# [EXERCISE DESCRIPTION]
Leaving out any pictures, print the entries that follow exactly as they stand.

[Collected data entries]
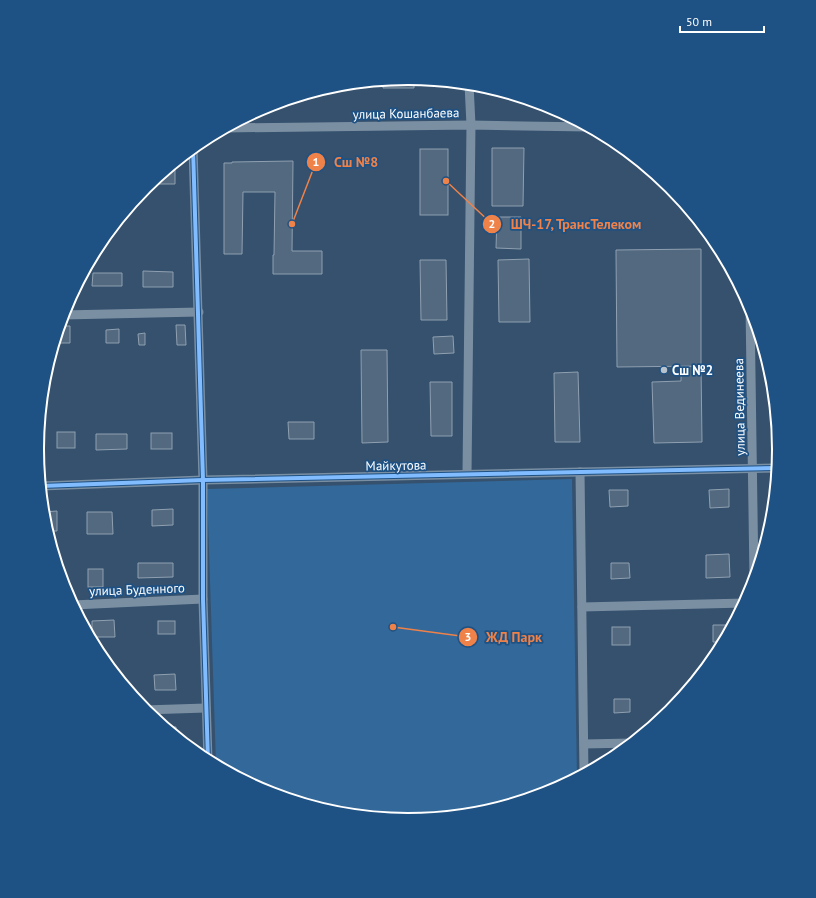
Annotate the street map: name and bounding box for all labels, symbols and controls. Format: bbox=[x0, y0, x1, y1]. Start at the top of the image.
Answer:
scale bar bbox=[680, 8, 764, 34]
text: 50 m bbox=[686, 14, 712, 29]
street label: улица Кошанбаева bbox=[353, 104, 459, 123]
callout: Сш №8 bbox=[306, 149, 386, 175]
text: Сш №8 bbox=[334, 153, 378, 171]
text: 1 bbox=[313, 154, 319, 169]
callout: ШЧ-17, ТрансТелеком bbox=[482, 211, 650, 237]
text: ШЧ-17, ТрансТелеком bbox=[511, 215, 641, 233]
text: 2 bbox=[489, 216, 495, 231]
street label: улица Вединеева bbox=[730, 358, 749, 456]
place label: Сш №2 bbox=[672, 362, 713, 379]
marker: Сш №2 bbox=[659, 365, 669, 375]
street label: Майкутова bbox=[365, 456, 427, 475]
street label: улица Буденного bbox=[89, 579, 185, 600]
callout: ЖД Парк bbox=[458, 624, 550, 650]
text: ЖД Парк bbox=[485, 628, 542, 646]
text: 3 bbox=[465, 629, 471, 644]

# [PROBLEM SOLUTION]
Annotate the street map: name and bounding box for all labels, symbols and controls. Format: bbox=[x0, y0, x1, y1]. Start at the top of the image.
Answer:
scale bar bbox=[680, 8, 764, 34]
text: 50 m bbox=[686, 14, 712, 29]
street label: улица Кошанбаева bbox=[353, 104, 459, 123]
callout: Сш №8 bbox=[306, 149, 386, 175]
text: Сш №8 bbox=[334, 153, 378, 171]
text: 1 bbox=[313, 154, 319, 169]
callout: ШЧ-17, ТрансТелеком bbox=[482, 211, 650, 237]
text: ШЧ-17, ТрансТелеком bbox=[511, 215, 641, 233]
text: 2 bbox=[489, 216, 495, 231]
street label: улица Вединеева bbox=[730, 358, 749, 456]
place label: Сш №2 bbox=[672, 362, 713, 379]
marker: Сш №2 bbox=[659, 365, 669, 375]
street label: Майкутова bbox=[365, 456, 427, 475]
street label: улица Буденного bbox=[89, 579, 185, 600]
callout: ЖД Парк bbox=[458, 624, 550, 650]
text: ЖД Парк bbox=[485, 628, 542, 646]
text: 3 bbox=[465, 629, 471, 644]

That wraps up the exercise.